The Art of 400m Pacing
How the world's best athletes pace the 400m.
The Differential: Key to Performance
The 400m is defined by the differential — the time difference between the first 200m and second 200m. Elite men average 1.3-1.9s differential, while elite women average 1.5-2.5s. A smaller differential indicates better speed endurance and more disciplined pacing.

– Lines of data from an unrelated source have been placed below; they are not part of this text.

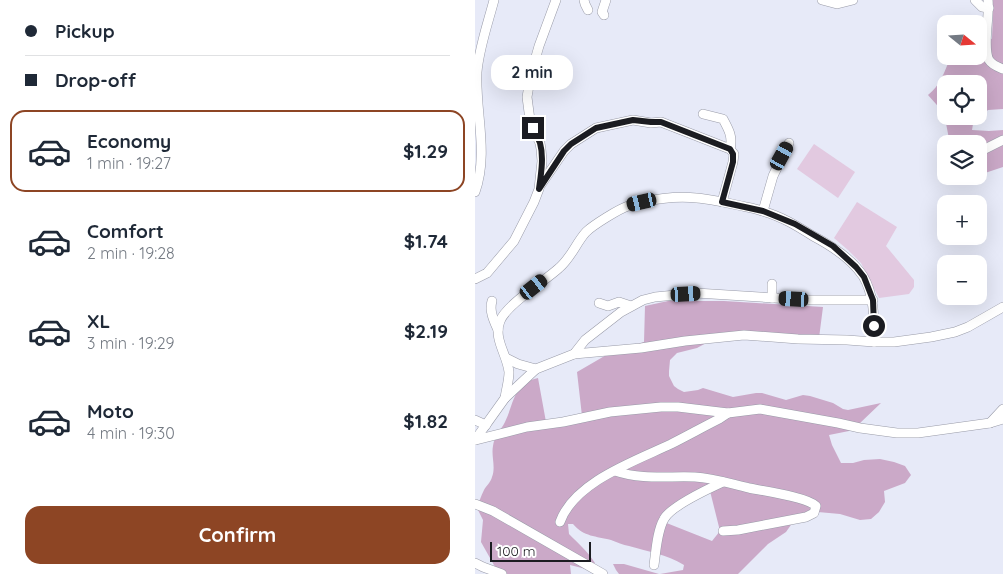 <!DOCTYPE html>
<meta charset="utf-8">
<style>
:root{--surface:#fff;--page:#f2f2f3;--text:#1f2937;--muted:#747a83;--line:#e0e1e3;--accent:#8d4524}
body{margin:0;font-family:Quicksand,sans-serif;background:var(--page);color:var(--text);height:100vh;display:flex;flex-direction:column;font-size:19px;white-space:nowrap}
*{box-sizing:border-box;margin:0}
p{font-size:16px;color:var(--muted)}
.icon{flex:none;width:28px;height:28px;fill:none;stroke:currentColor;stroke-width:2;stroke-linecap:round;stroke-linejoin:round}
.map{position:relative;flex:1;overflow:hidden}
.drawer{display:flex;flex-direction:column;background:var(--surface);width:475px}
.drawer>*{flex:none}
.top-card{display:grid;align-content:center;height:110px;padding:0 25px;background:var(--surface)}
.needle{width:32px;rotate:108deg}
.buttons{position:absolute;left:462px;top:15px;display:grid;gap:10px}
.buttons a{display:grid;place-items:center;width:50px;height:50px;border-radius:10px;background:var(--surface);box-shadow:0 5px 20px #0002;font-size:25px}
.scale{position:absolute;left:15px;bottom:12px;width:101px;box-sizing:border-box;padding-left:5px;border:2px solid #1b1c21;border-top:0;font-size:14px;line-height:18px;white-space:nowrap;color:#1b1c21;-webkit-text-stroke:4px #fff;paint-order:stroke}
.end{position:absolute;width:22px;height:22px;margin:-11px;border:6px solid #1b1c21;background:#fff;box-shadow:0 0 0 2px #fff}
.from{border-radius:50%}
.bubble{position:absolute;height:35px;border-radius:15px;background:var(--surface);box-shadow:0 5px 20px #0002;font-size:16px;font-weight:700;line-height:35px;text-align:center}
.car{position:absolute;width:15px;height:30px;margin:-15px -8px;border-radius:6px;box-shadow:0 0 4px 1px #0007;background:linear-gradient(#222 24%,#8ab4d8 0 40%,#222 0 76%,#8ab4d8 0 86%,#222 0)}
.top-card b{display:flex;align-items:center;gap:18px;height:48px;font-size:19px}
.top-card b+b{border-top:1px solid var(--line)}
.top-card i{width:12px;height:12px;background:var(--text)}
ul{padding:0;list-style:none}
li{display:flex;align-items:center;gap:15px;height:82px;margin:0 10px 8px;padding:0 15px;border:2px solid transparent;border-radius:15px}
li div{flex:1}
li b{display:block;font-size:19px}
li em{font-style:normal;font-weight:700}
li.current{border-color:var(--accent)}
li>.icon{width:45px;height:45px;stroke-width:1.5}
.button{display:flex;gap:10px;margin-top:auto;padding:10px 25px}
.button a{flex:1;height:58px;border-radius:15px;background:var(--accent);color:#fff;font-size:20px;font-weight:700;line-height:58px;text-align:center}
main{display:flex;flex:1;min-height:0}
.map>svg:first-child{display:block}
</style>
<main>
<section class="drawer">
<div class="top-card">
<b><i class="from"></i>Pickup</b>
<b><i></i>Drop-off</b>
</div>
<ul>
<li class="current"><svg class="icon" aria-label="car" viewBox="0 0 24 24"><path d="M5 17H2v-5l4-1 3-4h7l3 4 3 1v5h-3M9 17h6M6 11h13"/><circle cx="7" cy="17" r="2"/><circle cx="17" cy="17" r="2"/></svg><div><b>Economy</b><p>1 min · 19:27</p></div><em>$1.29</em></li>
<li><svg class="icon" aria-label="car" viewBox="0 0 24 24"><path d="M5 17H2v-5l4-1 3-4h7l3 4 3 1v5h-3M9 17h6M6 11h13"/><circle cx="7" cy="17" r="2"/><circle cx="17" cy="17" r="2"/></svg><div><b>Comfort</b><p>2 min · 19:28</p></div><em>$1.74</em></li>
<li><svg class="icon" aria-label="car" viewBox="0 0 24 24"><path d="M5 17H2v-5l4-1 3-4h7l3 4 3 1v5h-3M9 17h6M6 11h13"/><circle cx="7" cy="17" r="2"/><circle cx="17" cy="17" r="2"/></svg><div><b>XL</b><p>3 min · 19:29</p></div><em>$2.19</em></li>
<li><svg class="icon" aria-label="car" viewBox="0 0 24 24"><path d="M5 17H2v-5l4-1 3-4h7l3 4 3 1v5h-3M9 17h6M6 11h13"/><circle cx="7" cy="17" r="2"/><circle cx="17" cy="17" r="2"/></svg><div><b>Moto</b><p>4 min · 19:30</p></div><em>$1.82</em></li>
</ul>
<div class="button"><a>Confirm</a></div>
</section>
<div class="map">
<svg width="528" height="574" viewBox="0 0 528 574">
<rect width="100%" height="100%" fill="#e7eaf8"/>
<g fill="#e2c9e0">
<path d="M339 144 380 172 363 198 322 169Z"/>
<path d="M382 202 422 227 411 246 439 280V287L434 294 404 298 386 263 373 250 359 238Z"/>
</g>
<g fill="#cba9c8" fill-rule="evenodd">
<path d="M517 0H528V109L513 110 498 124 497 130 514 131 528 130V167L504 175V144H475L469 113 453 95C465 86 470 71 475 58L477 56H504V43L514 38 517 39 518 11ZM471 84H504V116H471Z"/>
<path d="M193 301H249L348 307 344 338 256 336 233 342 222 348 202 353 195 360 194 371V376L199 386 203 389 209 392 223 390 228 388 258 397 281 393H287L311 400 328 395 335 396 358 403 368 409 373 410 406 403 384 424 374 431 354 435 357 445 366 463H378L389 460 405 459 419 462 430 466 436 475 430 483 409 491 410 502 404 512 396 519 385 520 365 514 343 512 318 522 311 532 293 544 263 574H185L208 570 209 565C191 554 174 552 154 546 148 545 142 542 136 540 121 536 109 537 98 524H93L94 534C103 543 113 552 120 563L111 569 95 565 96 574H24L6 542 8 520 2 508C4 502 6 496 9 490 11 486 16 482 17 477 21 467 16 456 18 446 19 437 26 430 30 422 39 404 38 383 63 378L71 422 107 416 102 372 133 354 169 342 170 306ZM235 491 245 531 237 541 189 522 191 516Z"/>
<path d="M138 564H149L184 574H144L141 570Z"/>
</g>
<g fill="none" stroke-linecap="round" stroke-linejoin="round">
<g stroke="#999ba8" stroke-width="10">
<g id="minor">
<path d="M109 0 110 4 113 10"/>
<path d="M347 0 362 4 378 0"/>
<path d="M500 0 507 7 514 8"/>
<path d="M513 0C515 16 507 48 514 60 517 65 523 67 528 69"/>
<path d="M129 15 127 12 131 0"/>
<path d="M228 114 248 119C254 130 258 137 255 149"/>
<path d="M504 152 528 140"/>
<path d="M65 186 89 151 96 144 121 128 158 120 176 123 186 122 255 149 259 154 258 162 247 202"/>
<path d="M0 192C14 153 0 112 2 72 4 48 13 23 19 0"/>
<path d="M288 211 298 176 314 143"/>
<path d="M0 279 12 273 39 241 59 202 64 189 67 161 66 149 65 143 58 128 55 120 52 97 56 74 64 46 81 0"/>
<path d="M297 284V298"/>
<path d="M17 301C14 311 19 321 23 330"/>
<path d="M124 303 133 306 144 302 156 306"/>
<path d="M99 354 110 340 146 312 168 300 180 297 221 293 332 300H398"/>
<path d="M31 358 43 364 61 369"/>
<path d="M30 398C31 390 34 381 34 372 32 354 18 339 25 321 32 304 70 281 84 268 96 258 101 243 111 232 118 225 144 209 153 206 158 204 163 203 168 202 203 194 227 197 262 205 270 207 279 208 287 211 306 216 322 226 338 236 357 246 376 258 388 276 400 296 399 320 399 342"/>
<path d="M0 420 11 425"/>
<path d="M515 423 528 409"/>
<path d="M0 440 30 398 61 369 99 354 166 348 210 341 269 335 323 339 372 340 399 342H419L456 337 480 332 493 327 528 307"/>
<path d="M1 440 52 427 88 422 135 412 186 407H203L253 413 285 409 363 423 385 428 422 433H443L515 423 528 419"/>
<path d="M140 471C167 480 192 476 220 477 239 478 256 484 274 488 288 491 332 497 341 506L339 513 331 517 263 530 248 531"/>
<path d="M0 504 18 511 128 574"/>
<path d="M85 522C99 482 160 461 196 444 212 436 228 427 244 419L253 413"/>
<path d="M0 563 8 567 27 574"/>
<path d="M179 565C181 551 182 531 189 519 195 507 235 488 248 482"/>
</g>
</g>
<use href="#minor" stroke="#fff" stroke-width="9"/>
</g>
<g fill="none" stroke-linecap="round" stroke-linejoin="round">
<path stroke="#1b1c21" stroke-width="6" d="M58 128C60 133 63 138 65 143 69 157 66 174 64 189L89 151 96 144 121 128 158 120 176 122H186L255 149 258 154V162L247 202 288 211 320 224 358 246 381 267 389 277 398 300 399 326"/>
</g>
</svg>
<div class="buttons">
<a><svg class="needle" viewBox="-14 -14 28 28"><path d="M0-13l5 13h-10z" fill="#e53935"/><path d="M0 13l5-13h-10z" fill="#747a83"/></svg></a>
<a><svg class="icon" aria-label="locate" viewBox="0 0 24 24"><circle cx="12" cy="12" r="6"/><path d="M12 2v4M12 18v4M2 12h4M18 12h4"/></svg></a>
<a><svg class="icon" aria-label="layers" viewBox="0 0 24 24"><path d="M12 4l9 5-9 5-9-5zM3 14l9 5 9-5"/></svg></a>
<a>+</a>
<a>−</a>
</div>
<div class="scale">100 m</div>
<i class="end from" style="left:399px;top:326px"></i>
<i class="end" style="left:58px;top:128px"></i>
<div class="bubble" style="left:16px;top:55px;width:82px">2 min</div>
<i class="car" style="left:307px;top:156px;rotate:29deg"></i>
<i class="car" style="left:167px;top:202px;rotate:257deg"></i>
<i class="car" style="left:59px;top:287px;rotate:52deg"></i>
<i class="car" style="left:211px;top:294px;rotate:87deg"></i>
<i class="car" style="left:319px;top:299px;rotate:273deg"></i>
</div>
</main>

Even pacing (reference): Michael Johnson's 43.18 from Seville (1999) is the classic tight line — only a 0.74s differential between 200m halves (21.22 + 21.96). Current world record: Wayde van Niekerk's 43.03 in Rio (2016) is faster overall with a larger +1.87s differential — more front-loaded, then holding on — showing record pace does not require the smallest split gap. For contrast, Kirani James' 43.76 Olympic win carried a 2.54s differential: explosive start, pronounced fade.
Two Schools of Pacing
Elite 400m mixes even pacing (Johnson, Reynolds) with front-loaded WR attempts (van Niekerk): you can break the record with a bigger differential if your peak speed and speed endurance align. Slower differentials are not always slower clocks — they reflect how evenly the athlete trades energy across the lap.
The Final 100m
Regardless of strategy, every 400m runner slows in the final 100m. The fastest segment is almost always 100-200m (the "free speed" portion after acceleration, before significant fatigue). The 300-400m segment accounts for 26-29% of total race time depending on performance level — a higher percentage indicates greater fatigue-induced deceleration.